Electron collisions with atoms and molecules are commonplace. In the natural world they occur in lightning strikes, aurorae, and the Earth's ionosphere in general; outside our planet they are important for similar processes in other planets. The glow of Jupiter's aurora can clearly be seen using telescopes from the Earth. Electron collisions also form a primary process in cometary tails that are bathed in the solar wind, and in many other astrophysical processes. Plasma is the fourth state of matter which involves partial ionization of the atomic and molecular components. Plasmas occur naturally in flames, stars, and elsewhere. Humankind has increasingly harnessed the power of electron collisions in many ways: to start cars with spark plugs, in the traditional light bulb, and in many lasers. Much of modern industry is driven by the use of electron collisions to create plasmas which etch silicon and other materials into ever more complex structures or to provide surface coatings to alter, enhance, or protect the properties of materials. The quest to harness the Sun's power on Earth via fusion involves making a vast hot plasma with a wealth of electron collision processes requiring detailed study. In the current century it has also been realized that the damage experienced by bio-systems as a consequence of all types of high energy particles and radiation is predominantly caused by collisions involving secondary electrons. These electrons are created by the ionizing effect of the original high-energy collision particle independent of the nature of the colliding species.
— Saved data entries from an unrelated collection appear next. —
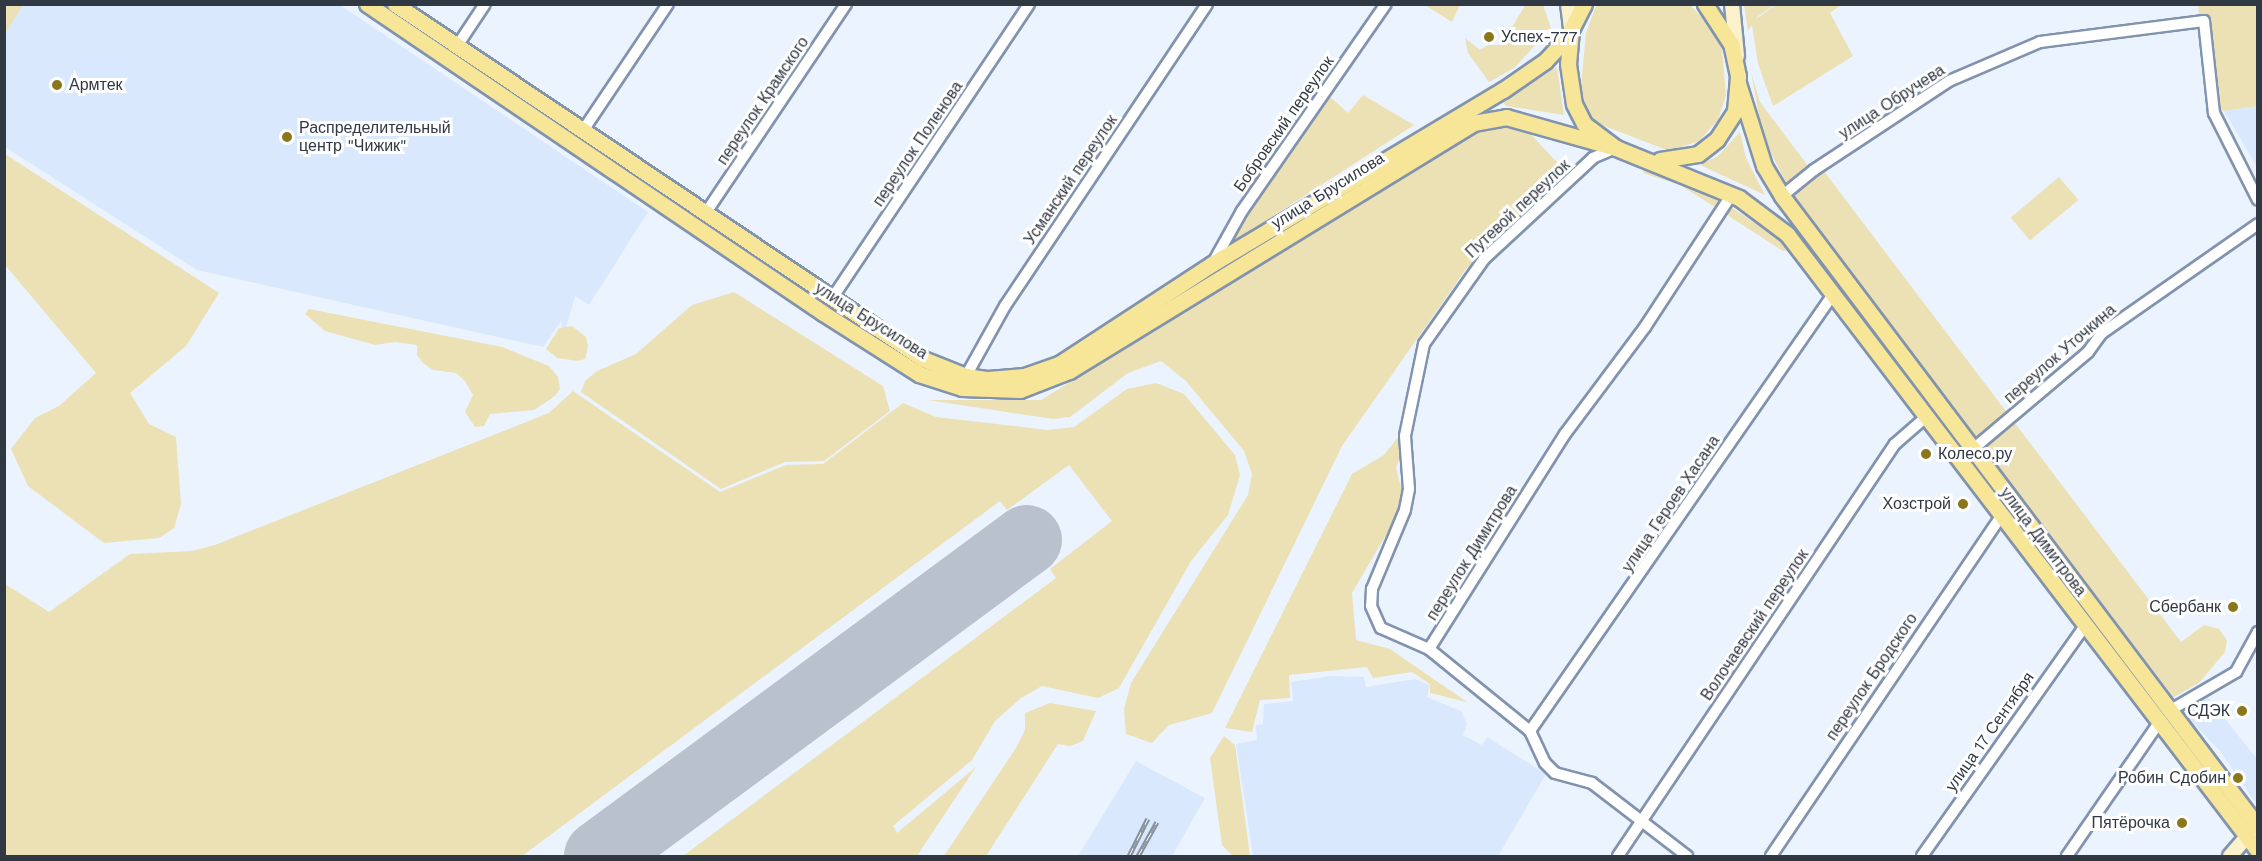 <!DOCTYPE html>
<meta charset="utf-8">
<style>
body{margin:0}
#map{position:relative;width:2262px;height:861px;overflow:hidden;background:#ebf3ff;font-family:"Work Sans",sans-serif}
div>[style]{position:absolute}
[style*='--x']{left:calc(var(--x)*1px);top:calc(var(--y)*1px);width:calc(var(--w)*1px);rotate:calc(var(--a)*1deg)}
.built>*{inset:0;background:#dae8fe}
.green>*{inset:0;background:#ebe1b4;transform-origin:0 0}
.runway>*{height:70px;margin:-35px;padding:0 35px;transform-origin:35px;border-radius:35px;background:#b9c1cc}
.roads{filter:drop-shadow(2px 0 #8193ae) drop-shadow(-2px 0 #8193ae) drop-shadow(0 2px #8193ae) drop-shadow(0 -2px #8193ae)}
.street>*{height:10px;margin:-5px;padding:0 5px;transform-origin:5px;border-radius:5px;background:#fff}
.secondary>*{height:14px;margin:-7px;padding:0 7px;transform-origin:7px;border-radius:7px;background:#fbf2cb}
.primary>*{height:15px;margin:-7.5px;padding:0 7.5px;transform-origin:7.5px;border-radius:7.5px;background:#f7e697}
.rail>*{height:5px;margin-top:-2.5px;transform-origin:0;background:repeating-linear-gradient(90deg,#fff 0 9px,#878f9a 0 18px);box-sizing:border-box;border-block:2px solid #878f9a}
.dots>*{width:16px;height:16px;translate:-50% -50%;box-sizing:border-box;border:3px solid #fff;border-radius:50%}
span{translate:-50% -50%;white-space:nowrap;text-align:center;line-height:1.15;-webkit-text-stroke:6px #fff;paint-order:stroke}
.poi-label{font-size:16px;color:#303843}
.left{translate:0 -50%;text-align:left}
.right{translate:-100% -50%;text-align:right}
.street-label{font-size:16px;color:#303843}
.frame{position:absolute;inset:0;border:6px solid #303843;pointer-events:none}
</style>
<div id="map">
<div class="built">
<i style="clip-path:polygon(4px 5px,340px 5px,648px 212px,589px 305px,575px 296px,566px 328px,561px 327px,562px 320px,543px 347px,197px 270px,5px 147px)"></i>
<i style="clip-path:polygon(2257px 106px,2257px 167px,2224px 111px)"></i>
<i style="clip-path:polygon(1332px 676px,1364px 677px,1366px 687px,1415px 679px,1430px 685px,1427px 697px,1461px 711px,1467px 724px,1463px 735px,1482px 745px,1487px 737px,1546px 774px,1498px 856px,1253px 856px,1236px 744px,1257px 740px,1256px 725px,1263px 724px,1264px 704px,1293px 701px,1291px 682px)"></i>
<i style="clip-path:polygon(2207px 696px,2257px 759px,2257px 805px,2220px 751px,2187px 717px,2188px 708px)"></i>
<i style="clip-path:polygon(1136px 761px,1205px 798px,1172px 856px,1078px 856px)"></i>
</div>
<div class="green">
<i style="clip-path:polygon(5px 4px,23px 5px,5px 34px,4px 5px)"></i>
<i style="clip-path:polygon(1526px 4px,1543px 5px,1551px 28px,1514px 68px,1489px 82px,1468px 53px,1465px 38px,1480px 50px,1488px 45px,1501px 45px)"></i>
<i style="clip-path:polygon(1689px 4px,1713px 29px,1722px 50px,1726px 95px,1718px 120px,1699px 141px,1669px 151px,1594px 122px,1586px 110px,1581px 86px,1586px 33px,1596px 6px)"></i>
<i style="clip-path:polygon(1425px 5px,1460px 5px,1452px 22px)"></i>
<i style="clip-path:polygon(1744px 5px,1774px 5px,1757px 17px,1756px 19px,1776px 5px,1841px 5px,1830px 13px,1853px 56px,1773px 106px,1758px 64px,1752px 25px,1748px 31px)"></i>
<i style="clip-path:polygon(2198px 5px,2257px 5px,2257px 106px,2224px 111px,2208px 106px)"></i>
<i style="clip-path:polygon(1557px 67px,1564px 115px,1506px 106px,1503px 102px,1509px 97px)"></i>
<i style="clip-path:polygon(1751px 72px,1760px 102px,1811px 170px,1788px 187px,1763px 137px)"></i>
<i style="clip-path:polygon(1327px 94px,1348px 113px,1363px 95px,1414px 125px,1227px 246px,1222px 240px,1309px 127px)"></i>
<i style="clip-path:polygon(1506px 125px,1525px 128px,1568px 174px,1466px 269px,1342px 446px,1212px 713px,1169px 725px,1152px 743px,1126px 734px,1124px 709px,1131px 683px,1248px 495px,1252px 474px,1244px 451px,1186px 381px,1161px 361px,1128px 373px,1070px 417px,1053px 419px,928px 400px,1041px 400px,1459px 140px,1480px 130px)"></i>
<i style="clip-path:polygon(1740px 132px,1746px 158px,1765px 195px,1700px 165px,1718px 156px)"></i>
<i style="clip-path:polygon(5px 154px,219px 293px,186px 346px,130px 393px,149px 424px,176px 437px,181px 504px,174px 528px,159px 538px,104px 543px,28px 486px,11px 449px,35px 418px,59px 406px,96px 373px,5px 265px)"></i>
<i style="clip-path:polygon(1644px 169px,1714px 197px,1720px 204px,1718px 209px,1680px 185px,1643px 173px)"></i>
<i style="clip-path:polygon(1823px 170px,2181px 642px,2204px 625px,2219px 629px,2227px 640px,2225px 652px,2199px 683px,2174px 697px,2171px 694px,1792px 193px)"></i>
<i style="left:2059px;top:177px;width:30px;height:63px;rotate:50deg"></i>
<i style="clip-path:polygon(1731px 207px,1772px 235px,1790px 250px,1783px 251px,1730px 217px,1726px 212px)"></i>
<i style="clip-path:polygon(734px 292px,883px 386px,890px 411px,824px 461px,785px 462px,721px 489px,581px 392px,585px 381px,597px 371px,636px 354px,692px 305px)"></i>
<i style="clip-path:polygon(309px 309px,502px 347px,549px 366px,558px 377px,560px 389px,555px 396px,534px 410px,490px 414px,484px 426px,475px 427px,465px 412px,473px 395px,465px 381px,456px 373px,433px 370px,423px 363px,417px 355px,417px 345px,395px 342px,375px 345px,325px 331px,305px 314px)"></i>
<i style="clip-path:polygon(572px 326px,586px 337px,588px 346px,585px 359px,578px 361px,557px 358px,546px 349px,559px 328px)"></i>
<i style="clip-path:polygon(1156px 383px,1184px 394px,1235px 455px,1240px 475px,1228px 515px,1191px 561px,1119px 688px,1098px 698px,1042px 686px,1021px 698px,995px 721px,972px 760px,893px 826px,897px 833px,976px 767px,917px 856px,683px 856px,1056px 578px,1050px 569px,1112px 521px,1069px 465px,1007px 510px,1000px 501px,522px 856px,5px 856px,5px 584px,49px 612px,130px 554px,192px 551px,215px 545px,549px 413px,573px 391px,720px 492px,786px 465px,823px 464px,903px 403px,936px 417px,1047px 430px,1074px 427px,1127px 389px)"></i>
<i style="clip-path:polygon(1398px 437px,1403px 448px,1396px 468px,1402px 491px,1401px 509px,1352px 593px,1356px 640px,1390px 649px,1467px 702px,1430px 693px,1430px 684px,1412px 672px,1373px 678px,1367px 667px,1289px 675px,1290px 698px,1260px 700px,1252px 732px,1225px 728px,1352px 474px,1384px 455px)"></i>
<i style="clip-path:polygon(1050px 703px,1096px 711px,1083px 741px,1070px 746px,1058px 744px,986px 856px,944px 856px,1016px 748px,1025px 730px,1025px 713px)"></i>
<i style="clip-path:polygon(1224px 736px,1235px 745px,1250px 856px,1233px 856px,1222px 845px,1210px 758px)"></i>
</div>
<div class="runway">
<i style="--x:599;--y:856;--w:532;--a:-36.44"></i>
</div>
<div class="roads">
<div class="street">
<i style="--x:457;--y:46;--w:50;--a:-56.3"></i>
<i style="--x:582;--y:132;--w:154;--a:-56.1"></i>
<i style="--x:1616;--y:148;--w:25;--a:157"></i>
<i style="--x:1593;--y:158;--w:149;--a:137.2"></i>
<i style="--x:1484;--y:259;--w:104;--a:125.2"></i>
<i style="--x:1424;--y:344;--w:94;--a:101.7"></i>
<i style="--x:1405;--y:436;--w:53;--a:85.7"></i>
<i style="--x:1409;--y:489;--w:21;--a:101"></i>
<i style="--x:1405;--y:510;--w:86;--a:112.7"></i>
<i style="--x:1372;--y:589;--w:17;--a:93"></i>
<i style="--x:1371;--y:606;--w:24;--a:66"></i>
<i style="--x:1381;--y:628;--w:52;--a:23.6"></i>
<i style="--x:1429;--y:649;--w:130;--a:39.1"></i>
<i style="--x:1530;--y:731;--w:35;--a:65"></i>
<i style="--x:1545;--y:763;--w:14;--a:45"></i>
<i style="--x:1555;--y:773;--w:38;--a:15"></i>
<i style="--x:1592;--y:783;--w:120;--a:37.5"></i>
<i style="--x:1782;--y:196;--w:41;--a:-39.1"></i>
<i style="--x:1814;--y:170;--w:162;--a:-33.4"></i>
<i style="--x:1949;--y:81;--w:99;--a:-23.2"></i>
<i style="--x:2040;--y:42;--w:165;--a:-7.3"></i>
<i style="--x:2204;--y:21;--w:93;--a:83.8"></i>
<i style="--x:2214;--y:113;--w:97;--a:63.2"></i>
<i style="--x:705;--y:214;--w:253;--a:-56.1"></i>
<i style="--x:1214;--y:261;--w:57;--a:-60.8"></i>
<i style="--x:1242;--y:211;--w:252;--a:-55.2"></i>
<i style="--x:831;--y:300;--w:356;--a:-56.2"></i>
<i style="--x:966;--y:376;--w:80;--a:-60.9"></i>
<i style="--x:1005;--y:306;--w:363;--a:-56.2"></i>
<i style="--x:1973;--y:449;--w:150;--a:-40.1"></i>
<i style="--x:2088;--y:352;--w:24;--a:-54"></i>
<i style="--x:2102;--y:333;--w:190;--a:-34.9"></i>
<i style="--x:1429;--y:649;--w:254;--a:-57.7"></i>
<i style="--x:1565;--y:434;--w:134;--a:-53.2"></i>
<i style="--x:1645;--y:327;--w:159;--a:-56.8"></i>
<i style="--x:2169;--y:711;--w:78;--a:-30.2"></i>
<i style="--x:2236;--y:672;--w:46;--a:-61.2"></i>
<i style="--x:1530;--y:731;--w:533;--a:-55.24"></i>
<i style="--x:1618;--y:856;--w:496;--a:-56.1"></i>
<i style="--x:1895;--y:444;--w:41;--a:-41.1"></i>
<i style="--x:1771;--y:856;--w:410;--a:-55.9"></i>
<i style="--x:1922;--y:856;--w:281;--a:-54.7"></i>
<i style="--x:2067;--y:856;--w:160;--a:-55.4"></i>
</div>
<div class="secondary">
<i style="--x:1568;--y:4;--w:26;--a:83"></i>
<i style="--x:1732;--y:4;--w:52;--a:84.5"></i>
<i style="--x:2230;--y:856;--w:37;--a:-49"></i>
</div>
<div class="primary">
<i style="--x:367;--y:4;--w:551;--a:34.12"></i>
<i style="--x:823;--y:313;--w:114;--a:32.4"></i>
<i style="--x:919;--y:374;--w:45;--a:18"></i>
<i style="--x:962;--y:388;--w:58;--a:2"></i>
<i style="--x:1020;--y:390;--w:53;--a:-21.2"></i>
<i style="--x:1069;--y:371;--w:474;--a:-31.5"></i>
<i style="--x:1473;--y:123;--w:34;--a:-10"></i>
<i style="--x:1506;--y:117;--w:114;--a:15.7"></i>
<i style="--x:395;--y:4;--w:636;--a:33.91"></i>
<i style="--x:923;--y:359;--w:46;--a:21.6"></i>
<i style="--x:966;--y:376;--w:22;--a:8"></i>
<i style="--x:988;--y:379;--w:36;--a:-5"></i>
<i style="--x:1024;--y:376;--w:37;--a:-19"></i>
<i style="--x:1059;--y:364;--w:183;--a:-33.2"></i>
<i style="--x:1212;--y:264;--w:339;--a:-30.9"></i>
<i style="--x:1503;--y:90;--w:51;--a:-34.6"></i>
<i style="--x:1545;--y:61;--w:37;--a:-47"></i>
<i style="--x:1584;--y:4;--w:29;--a:117"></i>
<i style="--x:1571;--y:30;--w:34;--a:95"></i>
<i style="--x:1568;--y:64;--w:40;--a:81.5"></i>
<i style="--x:1574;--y:104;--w:22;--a:63"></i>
<i style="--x:1584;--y:124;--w:40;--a:37"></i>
<i style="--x:1616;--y:148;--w:133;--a:22.1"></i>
<i style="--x:1739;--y:198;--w:60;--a:36.9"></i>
<i style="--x:1787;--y:234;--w:776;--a:52.64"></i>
<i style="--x:1738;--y:83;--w:87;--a:72.6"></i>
<i style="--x:1764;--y:166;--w:35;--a:59"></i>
<i style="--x:1782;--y:196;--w:790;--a:52.97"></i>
<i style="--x:1660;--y:160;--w:38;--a:-9"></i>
<i style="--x:1698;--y:154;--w:24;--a:-38"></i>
<i style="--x:1717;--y:139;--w:33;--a:-57"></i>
<i style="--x:1735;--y:111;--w:35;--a:-85"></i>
<i style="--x:1738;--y:76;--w:33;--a:-102"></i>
<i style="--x:1731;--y:44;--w:48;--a:-123"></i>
</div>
</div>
<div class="rail">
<i style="--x:1129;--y:856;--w:42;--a:-63.4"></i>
<i style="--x:1138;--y:856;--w:39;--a:-61"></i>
</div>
<div class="dots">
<i style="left:1489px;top:37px;background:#8a771b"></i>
<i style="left:57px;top:85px;background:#8a771b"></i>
<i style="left:287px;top:137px;background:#8a771b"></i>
<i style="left:1926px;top:454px;background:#8a771b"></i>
<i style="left:1963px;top:504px;background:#8a771b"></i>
<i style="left:2233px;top:607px;background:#8a771b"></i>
<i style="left:2242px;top:711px;background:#8a771b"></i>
<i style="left:2238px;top:778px;background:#8a771b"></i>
<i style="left:2182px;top:823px;background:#8a771b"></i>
</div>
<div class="poi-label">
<span class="left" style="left:1501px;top:37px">Успех-777</span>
<span class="left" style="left:69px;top:85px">Армтек</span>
<span class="left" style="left:299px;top:137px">Распределительный<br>центр "Чижик"</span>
<span class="left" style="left:1938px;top:454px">Колесо.ру</span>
<span class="right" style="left:1951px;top:504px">Хозстрой</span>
<span class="right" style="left:2221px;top:607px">Сбербанк</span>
<span class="right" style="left:2230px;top:711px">СДЭК</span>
<span class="right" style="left:2226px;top:778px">Робин Сдобин</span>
<span class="right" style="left:2170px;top:823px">Пятёрочка</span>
</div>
<div class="street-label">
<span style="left:763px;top:101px;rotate:-56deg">переулок Крамского</span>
<span style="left:1892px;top:102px;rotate:-33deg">улица Обручева</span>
<span style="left:1284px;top:124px;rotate:-55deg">Бобровский переулок</span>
<span style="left:918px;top:144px;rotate:-56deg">переулок Поленова</span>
<span style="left:1071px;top:180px;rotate:-56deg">Усманский переулок</span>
<span style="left:1328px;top:191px;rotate:-32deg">улица Брусилова</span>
<span style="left:1518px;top:209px;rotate:-43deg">Путевой переулок</span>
<span style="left:871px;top:321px;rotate:32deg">улица Брусилова</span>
<span style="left:2060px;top:354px;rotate:-41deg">переулок Уточкина</span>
<span style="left:1671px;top:504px;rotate:-56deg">улица Героев Хасана</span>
<span style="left:2043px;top:542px;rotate:53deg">улица Димитрова</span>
<span style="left:1472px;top:553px;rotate:-58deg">переулок Димитрова</span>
<span style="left:1755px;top:625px;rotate:-56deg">Волочаевский переулок</span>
<span style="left:1872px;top:677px;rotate:-56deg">переулок Бродского</span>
<span style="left:1990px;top:732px;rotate:-55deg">улица 17 Сентября</span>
</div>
<div class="frame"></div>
</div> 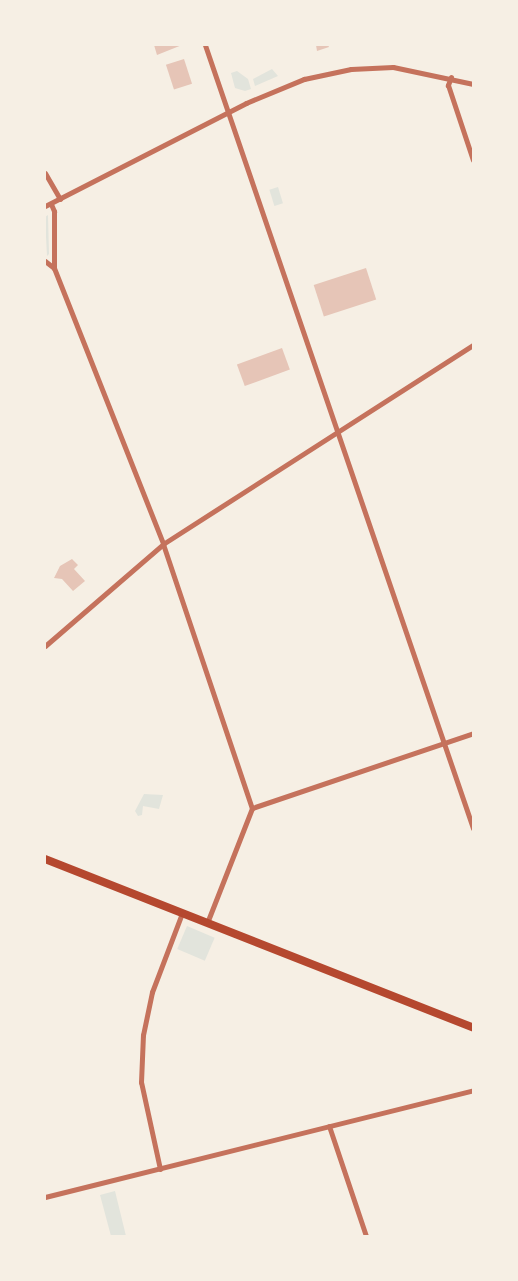 <!DOCTYPE html>
<html>
<head>
<meta charset="utf-8">
<style>
  body { margin:0 }
  #map { position:relative; width:518px; height:1281px; overflow:hidden; background:#f6efe4; font-family:Raleway,sans-serif }
  div>[style] { position:absolute }
  .green>* { inset:0; background:#e2e4dc; transform-origin:0 0 }
  .building>* { inset:0; background:#e6c5b7; transform-origin:0 0 }
  .minor>* { height:5px; margin:-2.5px; padding:0 2.5px; transform-origin:2.5px; border-radius:2.5px; background:#c5725c }
  .secondary>* { height:8px; margin:-4px; padding:0 4px; transform-origin:4px; border-radius:4px; background:#b5482f }
  span { translate:-50% -50%; white-space:nowrap; text-align:center; line-height:1.15; -webkit-text-stroke:6px #f6efe4; paint-order:stroke }
  .frame { position:absolute; inset:0; border:46px solid #f6efe4; pointer-events:none }
</style>
</head>
<body>
<div id="map">
  <div class="green">
    <i style="clip-path:polygon(272px 69px,278px 76px,255px 86px,253px 79px)"></i>
    <i style="clip-path:polygon(237px 71px,248px 79px,251px 89px,245px 91px,235px 88px,231px 73px)"></i>
    <i style="left:278px;top:187px;width:17px;height:9px;rotate:73deg"></i>
    <i style="clip-path:polygon(48px 215px,49px 254px,47px 256px,45px 217px)"></i>
    <i style="clip-path:polygon(144px 794px,163px 795px,159px 809px,143px 806px,142px 815px,138px 816px,135px 811px)"></i>
    <i style="left:187px;top:926px;width:30px;height:25px;rotate:23deg"></i>
    <i style="clip-path:polygon(115px 1191px,126px 1236px,111px 1236px,100px 1195px)"></i>
  </div>
  <div class="building">
    <i style="clip-path:polygon(154px 45px,182px 45px,157px 55px)"></i>
    <i style="clip-path:polygon(316px 45px,328px 45px,329px 47px,317px 51px)"></i>
    <i style="left:184px;top:59px;width:26px;height:19px;rotate:72deg"></i>
    <i style="left:366px;top:268px;width:33px;height:55px;rotate:72deg"></i>
    <i style="left:282px;top:348px;width:23px;height:48px;rotate:70deg"></i>
    <i style="clip-path:polygon(72px 559px,78px 565px,74px 569px,85px 581px,73px 591px,62px 579px,54px 578px,60px 566px)"></i>
  </div>
  <div class="minor">
    <i style="left:205px;top:45px;width:828px;rotate:71.11deg"></i>
    <i style="left:451px;top:77px;width:9px;rotate:111deg"></i>
    <i style="left:448px;top:85px;width:79px;rotate:71.6deg"></i>
    <i style="left:45px;top:173px;width:30px;rotate:60deg"></i>
    <i style="left:51px;top:204px;width:8px;rotate:67deg"></i>
    <i style="left:54px;top:211px;width:57px;rotate:90deg"></i>
    <i style="left:54px;top:268px;width:297px;rotate:68.4deg"></i>
    <i style="left:163px;top:544px;width:279px;rotate:71.4deg"></i>
    <i style="left:45px;top:206px;width:226px;rotate:-27.1deg"></i>
    <i style="left:246px;top:103px;width:63px;rotate:-22.5deg"></i>
    <i style="left:304px;top:79px;width:48px;rotate:-12deg"></i>
    <i style="left:351px;top:69px;width:42px;rotate:-2.7deg"></i>
    <i style="left:393px;top:67px;width:82px;rotate:12deg"></i>
    <i style="left:45px;top:261px;width:11px;rotate:38deg"></i>
    <i style="left:45px;top:646px;width:156px;rotate:-40.8deg"></i>
    <i style="left:163px;top:544px;width:368px;rotate:-32.7deg"></i>
    <i style="left:207px;top:923px;width:123px;rotate:-68.6deg"></i>
    <i style="left:252px;top:808px;width:233px;rotate:-18.7deg"></i>
    <i style="left:329px;top:1126px;width:116px;rotate:71.4deg"></i>
    <i style="left:160px;top:1169px;width:89px;rotate:-102.3deg"></i>
    <i style="left:141px;top:1082px;width:47px;rotate:-87.6deg"></i>
    <i style="left:143px;top:1035px;width:44px;rotate:-78.2deg"></i>
    <i style="left:152px;top:992px;width:85px;rotate:-69.2deg"></i>
    <i style="left:45px;top:1197px;width:441px;rotate:-14deg"></i>
  </div>
  <div class="secondary">
    <i style="left:45px;top:859px;width:460px;rotate:21.5deg"></i>
  </div>
  <div class="frame"></div>
</div>
</body>
</html>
In medical applications these collisions can be harmful, causing double strand breaks of DNA, or beneficial as in radiation therapy, which is widely used to exorcize malignant tumours.

Electrons colliding with atoms and particularly molecules can initiate a variety of processes. Probably the most important of these is the creation of ions (charged species) either through impact ionization or by electron attachment leading to positively and negatively charged ions respectively. These ionized species are chemically active and act as initiators of many of the processes mentioned above.